Using the full distribution of blood-lead concentration, rather than the percentage above certain levels, was chosen so that the results could be used in a variety of existing dose-response models relating blood-lead concentration to estimates of health impact or risk. ¹⁸ Estimates of blood-lead concentrations also can be efficiently evaluated against measurement data, where they exist; future work could develop methods for combining our predictions with local data into refined or updated estimates. Using the full distribution of BLLs facilitates the implementation of the recent CDC reference value ¹⁹ that captures all blood-lead results to focus on lead exposure at the 97.5th percentile of the population.

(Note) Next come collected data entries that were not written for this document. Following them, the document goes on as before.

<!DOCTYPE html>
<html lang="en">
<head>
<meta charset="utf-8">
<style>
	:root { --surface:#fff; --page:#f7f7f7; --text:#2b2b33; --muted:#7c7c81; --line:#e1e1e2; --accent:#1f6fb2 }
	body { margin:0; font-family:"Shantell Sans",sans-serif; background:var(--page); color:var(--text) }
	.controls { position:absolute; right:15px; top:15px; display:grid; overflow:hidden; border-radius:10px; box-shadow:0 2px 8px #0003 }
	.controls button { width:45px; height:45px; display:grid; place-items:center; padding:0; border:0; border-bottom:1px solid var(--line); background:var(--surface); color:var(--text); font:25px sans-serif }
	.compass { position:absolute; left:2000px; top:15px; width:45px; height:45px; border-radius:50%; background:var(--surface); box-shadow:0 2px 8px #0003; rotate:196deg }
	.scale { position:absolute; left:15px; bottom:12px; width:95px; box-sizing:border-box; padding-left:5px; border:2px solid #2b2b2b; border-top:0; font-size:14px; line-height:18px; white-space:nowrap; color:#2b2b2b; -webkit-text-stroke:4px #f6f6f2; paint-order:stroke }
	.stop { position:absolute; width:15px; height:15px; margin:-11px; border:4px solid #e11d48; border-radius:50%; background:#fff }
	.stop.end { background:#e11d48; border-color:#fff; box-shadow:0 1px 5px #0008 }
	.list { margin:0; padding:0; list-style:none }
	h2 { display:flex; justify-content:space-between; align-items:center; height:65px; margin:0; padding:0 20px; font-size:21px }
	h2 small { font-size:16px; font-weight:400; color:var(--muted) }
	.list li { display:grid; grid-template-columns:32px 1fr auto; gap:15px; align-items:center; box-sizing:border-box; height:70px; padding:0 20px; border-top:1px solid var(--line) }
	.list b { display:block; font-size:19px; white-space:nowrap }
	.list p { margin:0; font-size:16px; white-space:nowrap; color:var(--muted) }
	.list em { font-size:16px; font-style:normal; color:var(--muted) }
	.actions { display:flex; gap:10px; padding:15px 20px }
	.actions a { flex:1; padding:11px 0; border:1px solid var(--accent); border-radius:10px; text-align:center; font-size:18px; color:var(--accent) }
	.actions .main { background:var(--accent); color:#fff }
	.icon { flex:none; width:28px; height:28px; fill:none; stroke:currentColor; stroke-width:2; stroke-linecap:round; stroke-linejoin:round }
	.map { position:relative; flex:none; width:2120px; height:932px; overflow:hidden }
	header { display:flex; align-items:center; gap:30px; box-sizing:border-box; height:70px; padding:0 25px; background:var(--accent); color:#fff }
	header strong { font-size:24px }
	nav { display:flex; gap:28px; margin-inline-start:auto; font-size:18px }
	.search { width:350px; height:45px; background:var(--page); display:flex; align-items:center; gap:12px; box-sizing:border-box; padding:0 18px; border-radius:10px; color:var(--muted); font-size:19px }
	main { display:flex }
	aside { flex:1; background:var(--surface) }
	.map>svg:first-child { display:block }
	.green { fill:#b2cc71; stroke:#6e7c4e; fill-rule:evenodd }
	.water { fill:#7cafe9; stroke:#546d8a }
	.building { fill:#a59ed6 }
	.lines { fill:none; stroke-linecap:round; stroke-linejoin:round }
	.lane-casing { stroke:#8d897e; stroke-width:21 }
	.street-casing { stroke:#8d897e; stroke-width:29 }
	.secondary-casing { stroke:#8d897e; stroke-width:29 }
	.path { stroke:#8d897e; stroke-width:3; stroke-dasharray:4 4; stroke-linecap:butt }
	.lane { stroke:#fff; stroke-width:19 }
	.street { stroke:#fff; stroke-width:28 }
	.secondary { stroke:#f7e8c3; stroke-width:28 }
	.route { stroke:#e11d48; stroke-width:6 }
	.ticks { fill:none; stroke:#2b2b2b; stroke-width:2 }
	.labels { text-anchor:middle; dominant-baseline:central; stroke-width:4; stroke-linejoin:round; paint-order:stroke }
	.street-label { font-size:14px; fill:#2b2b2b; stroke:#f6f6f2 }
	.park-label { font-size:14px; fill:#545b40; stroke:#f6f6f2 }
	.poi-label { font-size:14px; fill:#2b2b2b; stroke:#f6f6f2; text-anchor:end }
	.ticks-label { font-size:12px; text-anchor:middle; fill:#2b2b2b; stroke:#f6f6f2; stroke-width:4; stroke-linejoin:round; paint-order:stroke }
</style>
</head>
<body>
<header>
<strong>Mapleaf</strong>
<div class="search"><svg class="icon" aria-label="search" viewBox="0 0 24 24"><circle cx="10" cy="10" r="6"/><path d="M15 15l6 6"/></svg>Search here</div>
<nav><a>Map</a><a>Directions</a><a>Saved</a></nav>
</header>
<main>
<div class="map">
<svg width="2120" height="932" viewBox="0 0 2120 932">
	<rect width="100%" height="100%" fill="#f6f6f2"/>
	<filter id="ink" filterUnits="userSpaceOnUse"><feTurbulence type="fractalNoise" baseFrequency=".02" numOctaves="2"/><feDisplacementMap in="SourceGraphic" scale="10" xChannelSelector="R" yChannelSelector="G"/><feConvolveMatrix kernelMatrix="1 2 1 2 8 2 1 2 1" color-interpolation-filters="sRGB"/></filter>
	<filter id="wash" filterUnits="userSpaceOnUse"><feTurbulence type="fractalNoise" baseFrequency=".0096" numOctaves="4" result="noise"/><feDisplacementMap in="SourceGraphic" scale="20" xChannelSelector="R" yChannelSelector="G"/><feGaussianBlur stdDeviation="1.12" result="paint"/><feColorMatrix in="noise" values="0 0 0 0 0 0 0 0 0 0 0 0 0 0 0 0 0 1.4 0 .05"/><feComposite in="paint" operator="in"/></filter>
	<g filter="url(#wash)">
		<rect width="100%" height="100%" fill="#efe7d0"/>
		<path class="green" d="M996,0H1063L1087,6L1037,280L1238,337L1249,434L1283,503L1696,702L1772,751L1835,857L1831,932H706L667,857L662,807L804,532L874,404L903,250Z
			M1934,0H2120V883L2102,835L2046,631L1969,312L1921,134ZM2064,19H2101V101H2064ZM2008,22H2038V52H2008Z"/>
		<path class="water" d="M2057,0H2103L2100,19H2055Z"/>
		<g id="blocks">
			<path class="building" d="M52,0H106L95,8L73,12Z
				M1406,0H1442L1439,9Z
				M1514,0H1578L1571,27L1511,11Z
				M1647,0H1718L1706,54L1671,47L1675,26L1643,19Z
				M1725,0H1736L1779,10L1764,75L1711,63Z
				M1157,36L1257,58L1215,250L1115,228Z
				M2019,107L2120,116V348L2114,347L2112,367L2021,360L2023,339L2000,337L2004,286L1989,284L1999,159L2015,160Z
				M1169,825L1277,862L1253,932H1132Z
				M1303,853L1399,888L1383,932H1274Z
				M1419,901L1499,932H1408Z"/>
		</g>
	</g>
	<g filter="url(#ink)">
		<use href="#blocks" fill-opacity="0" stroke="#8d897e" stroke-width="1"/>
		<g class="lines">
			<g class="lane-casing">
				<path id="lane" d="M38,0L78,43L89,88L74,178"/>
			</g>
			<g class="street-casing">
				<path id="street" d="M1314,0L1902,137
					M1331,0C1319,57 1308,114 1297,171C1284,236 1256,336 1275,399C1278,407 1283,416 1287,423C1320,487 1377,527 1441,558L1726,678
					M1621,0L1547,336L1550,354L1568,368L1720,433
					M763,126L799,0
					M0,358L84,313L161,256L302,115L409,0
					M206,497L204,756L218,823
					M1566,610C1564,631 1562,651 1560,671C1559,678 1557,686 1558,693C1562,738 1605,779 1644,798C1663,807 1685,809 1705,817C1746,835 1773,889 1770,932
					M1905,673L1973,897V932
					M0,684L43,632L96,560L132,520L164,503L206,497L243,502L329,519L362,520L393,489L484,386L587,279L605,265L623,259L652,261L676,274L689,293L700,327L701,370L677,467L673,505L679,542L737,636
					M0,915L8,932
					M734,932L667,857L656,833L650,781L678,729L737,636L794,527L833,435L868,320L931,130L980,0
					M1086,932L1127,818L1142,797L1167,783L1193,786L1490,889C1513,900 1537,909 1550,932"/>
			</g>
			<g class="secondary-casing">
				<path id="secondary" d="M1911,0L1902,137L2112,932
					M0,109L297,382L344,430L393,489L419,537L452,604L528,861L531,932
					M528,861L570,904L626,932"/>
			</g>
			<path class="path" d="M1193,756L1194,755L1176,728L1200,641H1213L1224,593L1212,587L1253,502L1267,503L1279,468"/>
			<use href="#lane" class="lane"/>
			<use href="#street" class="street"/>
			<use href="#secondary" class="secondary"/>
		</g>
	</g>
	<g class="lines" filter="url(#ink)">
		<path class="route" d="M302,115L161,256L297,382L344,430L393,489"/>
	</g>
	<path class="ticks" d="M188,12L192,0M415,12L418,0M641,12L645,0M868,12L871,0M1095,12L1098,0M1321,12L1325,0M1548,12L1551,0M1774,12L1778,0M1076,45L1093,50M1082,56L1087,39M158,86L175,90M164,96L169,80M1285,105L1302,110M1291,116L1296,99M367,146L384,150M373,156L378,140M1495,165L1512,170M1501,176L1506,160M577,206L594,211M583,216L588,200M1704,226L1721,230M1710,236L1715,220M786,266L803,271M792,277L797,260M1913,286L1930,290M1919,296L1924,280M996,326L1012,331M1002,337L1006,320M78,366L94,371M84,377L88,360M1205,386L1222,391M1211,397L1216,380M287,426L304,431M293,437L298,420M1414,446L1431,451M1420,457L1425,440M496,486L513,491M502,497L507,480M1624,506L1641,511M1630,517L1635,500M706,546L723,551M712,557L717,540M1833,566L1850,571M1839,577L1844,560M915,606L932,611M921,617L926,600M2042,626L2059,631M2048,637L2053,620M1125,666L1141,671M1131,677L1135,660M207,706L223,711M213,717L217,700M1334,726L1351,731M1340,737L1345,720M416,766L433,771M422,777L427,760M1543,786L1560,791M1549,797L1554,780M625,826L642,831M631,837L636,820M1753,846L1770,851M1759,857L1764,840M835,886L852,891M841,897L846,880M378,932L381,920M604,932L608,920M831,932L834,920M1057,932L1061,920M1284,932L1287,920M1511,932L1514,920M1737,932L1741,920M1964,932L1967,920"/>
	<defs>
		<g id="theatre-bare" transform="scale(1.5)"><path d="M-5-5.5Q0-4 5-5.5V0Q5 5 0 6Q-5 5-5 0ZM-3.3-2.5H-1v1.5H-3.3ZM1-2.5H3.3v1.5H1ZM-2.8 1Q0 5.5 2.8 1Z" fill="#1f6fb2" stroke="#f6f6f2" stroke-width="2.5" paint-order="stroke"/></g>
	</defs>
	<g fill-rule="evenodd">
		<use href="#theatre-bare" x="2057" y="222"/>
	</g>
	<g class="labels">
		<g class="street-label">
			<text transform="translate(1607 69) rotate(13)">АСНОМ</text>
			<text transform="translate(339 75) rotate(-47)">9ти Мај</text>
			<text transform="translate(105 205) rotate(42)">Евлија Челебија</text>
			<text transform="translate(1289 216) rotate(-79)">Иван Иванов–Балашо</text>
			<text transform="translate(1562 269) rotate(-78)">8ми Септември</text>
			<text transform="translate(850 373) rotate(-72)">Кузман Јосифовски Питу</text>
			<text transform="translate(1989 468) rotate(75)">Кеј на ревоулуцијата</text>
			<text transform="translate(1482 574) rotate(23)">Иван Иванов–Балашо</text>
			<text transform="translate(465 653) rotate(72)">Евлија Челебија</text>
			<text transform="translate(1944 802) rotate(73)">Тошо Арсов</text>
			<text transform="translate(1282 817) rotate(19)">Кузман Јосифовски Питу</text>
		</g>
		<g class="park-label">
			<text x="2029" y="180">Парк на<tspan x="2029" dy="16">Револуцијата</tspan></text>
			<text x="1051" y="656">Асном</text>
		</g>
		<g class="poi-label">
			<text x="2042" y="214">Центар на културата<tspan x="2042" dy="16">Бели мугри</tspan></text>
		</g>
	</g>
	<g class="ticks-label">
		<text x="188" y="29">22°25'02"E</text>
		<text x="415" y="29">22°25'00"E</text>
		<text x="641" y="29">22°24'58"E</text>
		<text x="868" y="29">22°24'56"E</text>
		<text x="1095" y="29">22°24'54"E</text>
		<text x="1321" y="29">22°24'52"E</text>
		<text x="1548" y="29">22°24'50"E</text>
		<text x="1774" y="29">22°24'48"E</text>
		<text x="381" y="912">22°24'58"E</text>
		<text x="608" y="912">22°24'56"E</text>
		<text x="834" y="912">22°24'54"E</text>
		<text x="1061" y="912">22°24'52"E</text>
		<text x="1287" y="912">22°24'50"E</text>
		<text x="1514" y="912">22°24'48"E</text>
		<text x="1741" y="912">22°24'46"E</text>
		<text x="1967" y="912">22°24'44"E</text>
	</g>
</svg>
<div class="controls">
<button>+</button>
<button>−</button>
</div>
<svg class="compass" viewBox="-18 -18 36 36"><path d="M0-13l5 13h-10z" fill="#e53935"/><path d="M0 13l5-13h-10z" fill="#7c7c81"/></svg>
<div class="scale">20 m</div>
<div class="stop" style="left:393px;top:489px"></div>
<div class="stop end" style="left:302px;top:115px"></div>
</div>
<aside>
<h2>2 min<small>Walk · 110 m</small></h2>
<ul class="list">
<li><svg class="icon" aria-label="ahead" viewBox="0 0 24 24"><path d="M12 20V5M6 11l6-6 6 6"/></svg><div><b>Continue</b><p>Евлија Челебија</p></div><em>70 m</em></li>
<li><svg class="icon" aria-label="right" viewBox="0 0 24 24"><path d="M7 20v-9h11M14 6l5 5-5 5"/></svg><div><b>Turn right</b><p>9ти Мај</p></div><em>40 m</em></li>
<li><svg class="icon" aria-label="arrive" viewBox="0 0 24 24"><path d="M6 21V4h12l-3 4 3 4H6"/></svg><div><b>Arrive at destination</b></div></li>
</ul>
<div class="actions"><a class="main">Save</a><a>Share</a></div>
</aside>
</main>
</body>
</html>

Questionnaires used to identify children at risk of lead exposure may be of limited value. ²⁰ However, efforts to integrate modeling results with such questionnaires to identify areas of greater risk have shown promise. ²¹ The parameter estimates in this article may provide a useful complement in areas that rely on questionnaires or incomplete lead screening databases to identify where childhood BLLs are relatively high. When measured childhood BLLs are higher than the model predicts, soil, ²² drinking water, ²³ or other potential lead exposure sources ²⁴ that exist should be investigated.

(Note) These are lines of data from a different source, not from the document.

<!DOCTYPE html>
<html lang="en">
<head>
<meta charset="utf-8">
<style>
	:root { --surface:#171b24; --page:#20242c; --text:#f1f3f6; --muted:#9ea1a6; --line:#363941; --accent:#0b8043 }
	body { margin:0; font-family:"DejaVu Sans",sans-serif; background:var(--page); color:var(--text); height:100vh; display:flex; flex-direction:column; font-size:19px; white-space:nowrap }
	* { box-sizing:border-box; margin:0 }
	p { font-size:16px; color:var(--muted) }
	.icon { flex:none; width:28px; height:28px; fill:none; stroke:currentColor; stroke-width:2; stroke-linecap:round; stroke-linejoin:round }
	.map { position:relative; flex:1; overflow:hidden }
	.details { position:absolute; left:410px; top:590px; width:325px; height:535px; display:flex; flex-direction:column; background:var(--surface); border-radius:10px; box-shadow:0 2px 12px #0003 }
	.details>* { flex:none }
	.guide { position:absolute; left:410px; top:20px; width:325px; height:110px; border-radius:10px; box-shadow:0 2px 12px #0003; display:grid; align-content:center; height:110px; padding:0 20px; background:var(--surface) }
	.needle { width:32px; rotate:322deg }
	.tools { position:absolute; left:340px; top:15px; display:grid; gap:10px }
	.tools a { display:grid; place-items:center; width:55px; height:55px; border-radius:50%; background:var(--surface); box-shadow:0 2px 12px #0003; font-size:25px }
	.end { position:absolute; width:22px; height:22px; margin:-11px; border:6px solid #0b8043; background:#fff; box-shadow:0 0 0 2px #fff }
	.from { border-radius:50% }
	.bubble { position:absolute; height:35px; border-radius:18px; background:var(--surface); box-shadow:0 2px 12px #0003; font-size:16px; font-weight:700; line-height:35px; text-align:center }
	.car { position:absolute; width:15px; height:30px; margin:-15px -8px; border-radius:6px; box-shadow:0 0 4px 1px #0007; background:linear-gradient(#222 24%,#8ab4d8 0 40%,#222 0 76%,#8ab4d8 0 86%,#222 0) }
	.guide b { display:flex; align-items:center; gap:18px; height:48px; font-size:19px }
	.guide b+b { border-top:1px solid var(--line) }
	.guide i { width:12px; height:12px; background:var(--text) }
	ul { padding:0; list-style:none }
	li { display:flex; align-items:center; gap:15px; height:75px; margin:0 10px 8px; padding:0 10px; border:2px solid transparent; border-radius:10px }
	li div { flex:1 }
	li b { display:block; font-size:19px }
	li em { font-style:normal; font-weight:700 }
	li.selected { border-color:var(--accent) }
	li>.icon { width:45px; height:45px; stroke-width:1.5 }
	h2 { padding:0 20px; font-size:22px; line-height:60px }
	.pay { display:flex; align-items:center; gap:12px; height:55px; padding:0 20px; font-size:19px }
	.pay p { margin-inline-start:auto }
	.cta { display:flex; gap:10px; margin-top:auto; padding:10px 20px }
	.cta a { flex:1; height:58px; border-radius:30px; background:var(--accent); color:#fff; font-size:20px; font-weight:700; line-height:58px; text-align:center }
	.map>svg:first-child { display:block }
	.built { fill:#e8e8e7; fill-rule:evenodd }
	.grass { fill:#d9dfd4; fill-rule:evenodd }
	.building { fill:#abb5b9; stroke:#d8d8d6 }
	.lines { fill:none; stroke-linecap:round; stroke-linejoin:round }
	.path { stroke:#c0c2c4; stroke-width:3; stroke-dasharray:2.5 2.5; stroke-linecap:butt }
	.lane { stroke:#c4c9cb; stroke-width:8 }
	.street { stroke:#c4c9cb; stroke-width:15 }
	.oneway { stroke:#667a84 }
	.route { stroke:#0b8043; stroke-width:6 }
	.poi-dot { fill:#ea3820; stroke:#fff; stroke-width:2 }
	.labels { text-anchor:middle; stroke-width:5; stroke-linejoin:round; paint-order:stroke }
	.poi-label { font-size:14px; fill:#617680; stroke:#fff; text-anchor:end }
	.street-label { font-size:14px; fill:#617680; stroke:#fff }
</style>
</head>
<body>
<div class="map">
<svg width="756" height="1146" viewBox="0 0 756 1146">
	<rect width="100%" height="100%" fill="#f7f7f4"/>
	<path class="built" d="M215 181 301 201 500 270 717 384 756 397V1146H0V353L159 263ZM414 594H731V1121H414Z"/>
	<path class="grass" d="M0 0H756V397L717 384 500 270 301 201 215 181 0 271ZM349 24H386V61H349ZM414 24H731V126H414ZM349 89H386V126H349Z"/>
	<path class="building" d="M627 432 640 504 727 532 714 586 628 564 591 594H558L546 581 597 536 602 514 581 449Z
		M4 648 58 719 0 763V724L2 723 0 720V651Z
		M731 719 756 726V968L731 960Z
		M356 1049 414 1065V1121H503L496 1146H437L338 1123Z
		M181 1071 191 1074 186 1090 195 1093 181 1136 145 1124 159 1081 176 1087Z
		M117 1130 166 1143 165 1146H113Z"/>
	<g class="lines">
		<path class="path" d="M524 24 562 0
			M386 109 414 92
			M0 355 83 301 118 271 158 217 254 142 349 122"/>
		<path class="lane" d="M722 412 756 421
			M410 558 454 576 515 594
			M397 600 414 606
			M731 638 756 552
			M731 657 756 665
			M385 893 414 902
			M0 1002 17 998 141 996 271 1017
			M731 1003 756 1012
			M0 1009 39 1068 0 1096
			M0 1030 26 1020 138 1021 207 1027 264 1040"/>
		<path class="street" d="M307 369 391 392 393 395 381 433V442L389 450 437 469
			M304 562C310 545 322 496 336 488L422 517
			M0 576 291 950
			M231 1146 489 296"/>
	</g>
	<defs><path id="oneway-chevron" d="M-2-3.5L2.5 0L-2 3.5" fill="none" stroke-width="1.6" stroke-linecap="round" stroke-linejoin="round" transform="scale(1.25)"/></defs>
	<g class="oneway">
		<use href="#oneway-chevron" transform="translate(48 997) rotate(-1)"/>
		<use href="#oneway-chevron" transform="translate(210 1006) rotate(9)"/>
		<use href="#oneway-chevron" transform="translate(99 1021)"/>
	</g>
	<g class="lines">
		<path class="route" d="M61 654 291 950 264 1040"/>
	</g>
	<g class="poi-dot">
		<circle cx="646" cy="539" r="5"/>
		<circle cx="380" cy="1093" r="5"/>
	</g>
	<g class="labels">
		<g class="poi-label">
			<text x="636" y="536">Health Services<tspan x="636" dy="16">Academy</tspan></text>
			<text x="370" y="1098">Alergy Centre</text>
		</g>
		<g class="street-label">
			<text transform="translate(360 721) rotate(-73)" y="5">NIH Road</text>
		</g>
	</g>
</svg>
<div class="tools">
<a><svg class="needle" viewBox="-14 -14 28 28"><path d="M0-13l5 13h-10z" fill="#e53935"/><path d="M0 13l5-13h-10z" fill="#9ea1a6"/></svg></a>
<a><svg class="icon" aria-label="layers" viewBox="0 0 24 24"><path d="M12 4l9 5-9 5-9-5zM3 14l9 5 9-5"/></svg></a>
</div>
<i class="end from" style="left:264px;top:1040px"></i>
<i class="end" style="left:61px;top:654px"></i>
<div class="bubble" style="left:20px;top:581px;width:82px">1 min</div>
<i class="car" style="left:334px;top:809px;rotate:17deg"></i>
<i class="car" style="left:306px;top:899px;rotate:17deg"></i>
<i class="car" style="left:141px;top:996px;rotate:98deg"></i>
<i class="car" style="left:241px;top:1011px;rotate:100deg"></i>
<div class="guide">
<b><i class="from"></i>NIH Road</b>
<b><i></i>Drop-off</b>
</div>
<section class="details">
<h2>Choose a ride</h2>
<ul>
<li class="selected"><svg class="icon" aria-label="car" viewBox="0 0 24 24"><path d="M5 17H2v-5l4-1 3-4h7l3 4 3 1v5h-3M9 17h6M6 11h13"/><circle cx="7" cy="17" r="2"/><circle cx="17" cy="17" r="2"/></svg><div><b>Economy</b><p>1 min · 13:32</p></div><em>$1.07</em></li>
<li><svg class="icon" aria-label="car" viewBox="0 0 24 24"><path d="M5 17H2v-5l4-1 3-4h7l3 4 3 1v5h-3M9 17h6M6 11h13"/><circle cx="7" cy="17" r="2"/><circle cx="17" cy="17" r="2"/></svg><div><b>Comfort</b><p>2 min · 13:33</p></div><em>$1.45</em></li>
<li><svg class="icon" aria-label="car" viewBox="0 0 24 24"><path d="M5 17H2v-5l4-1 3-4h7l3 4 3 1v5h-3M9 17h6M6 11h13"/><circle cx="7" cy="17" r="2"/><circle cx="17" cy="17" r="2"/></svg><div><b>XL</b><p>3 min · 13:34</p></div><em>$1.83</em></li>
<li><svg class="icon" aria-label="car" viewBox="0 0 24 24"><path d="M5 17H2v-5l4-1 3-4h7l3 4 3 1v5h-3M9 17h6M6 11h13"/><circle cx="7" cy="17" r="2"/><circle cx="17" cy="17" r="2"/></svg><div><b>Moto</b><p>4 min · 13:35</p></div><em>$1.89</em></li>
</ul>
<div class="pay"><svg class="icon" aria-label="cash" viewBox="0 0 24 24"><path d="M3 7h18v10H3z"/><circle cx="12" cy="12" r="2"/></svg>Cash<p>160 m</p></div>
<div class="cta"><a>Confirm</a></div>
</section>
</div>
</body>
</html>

Community-scale estimates, at the census tract level, or aggregated to coarser community scales from those fine-scale estimates, have utility for local issue prioritization, for targeting areas for governmental support or enforcement targeting, and as a screening-level estimate for planning and scoping purposes for a larger risk assessment or health impact assessment. ²⁵

Our model predicts childhood BLLs in census tracts in the absence of screening data. The model results can alert public health officials to areas with potential childhood lead poisoning problems and encourage them to consider what actions to take to prevent more children from being exposed to lead.